(Records from a data source)
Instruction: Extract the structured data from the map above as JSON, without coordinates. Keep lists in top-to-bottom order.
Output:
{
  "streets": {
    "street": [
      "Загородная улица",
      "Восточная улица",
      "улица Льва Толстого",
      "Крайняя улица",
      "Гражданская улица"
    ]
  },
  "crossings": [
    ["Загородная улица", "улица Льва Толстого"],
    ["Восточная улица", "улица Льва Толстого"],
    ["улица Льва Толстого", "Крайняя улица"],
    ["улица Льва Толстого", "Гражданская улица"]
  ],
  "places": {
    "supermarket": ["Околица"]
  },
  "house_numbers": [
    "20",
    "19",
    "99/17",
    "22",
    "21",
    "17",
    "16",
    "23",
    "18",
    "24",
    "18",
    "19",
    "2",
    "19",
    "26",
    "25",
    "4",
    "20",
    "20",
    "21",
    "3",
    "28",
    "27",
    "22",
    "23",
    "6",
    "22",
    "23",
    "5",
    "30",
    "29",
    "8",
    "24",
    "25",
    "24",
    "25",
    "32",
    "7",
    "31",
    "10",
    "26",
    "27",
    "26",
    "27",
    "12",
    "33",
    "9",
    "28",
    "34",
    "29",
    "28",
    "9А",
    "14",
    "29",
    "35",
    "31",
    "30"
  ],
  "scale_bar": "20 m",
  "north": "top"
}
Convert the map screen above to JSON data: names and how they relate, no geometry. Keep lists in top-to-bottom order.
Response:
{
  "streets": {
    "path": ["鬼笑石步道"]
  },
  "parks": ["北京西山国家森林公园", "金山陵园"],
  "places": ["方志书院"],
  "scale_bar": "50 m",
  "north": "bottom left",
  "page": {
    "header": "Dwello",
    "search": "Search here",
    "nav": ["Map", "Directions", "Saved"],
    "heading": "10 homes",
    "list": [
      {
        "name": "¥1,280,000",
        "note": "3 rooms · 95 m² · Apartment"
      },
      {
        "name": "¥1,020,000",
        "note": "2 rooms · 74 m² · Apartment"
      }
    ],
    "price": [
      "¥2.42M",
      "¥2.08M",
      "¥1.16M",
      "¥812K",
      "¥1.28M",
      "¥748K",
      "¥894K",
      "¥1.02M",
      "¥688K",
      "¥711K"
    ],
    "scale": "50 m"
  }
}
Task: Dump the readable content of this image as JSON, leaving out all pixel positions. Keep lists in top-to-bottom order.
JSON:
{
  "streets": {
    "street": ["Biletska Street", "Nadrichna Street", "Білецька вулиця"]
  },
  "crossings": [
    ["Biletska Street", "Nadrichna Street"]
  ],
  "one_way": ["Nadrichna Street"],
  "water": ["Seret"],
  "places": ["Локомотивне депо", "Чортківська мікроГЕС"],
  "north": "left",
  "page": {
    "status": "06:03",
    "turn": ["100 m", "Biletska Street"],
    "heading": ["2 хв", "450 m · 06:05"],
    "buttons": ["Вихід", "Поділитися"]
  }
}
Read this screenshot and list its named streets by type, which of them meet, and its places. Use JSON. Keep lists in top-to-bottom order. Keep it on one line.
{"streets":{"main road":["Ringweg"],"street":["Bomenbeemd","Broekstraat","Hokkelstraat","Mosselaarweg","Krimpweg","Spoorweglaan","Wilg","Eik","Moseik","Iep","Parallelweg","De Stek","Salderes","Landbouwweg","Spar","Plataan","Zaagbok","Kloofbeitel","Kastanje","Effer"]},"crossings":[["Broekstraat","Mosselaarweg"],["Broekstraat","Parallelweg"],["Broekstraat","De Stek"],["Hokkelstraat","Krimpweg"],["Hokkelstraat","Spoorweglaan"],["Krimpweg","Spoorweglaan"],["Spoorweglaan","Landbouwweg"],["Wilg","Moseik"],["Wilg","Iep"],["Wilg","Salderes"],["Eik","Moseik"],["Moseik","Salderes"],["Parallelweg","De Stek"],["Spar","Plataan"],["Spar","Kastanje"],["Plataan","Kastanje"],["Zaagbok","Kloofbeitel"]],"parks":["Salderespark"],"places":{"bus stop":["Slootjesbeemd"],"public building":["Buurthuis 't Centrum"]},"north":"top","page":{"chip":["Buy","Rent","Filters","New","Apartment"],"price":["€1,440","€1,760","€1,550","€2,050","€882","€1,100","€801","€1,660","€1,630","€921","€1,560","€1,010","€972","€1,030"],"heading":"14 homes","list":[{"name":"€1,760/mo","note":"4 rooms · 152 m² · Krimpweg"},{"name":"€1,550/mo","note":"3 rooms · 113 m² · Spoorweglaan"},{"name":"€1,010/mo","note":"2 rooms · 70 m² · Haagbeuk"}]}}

## What needs to be done
Each line in the data where the string "Biletska" occurs should be identified and copied.

## Answer
    "street": ["Biletska Street", "Nadrichna Street", "Білецька вулиця"]
    ["Biletska Street", "Nadrichna Street"]
    "turn": ["100 m", "Biletska Street"],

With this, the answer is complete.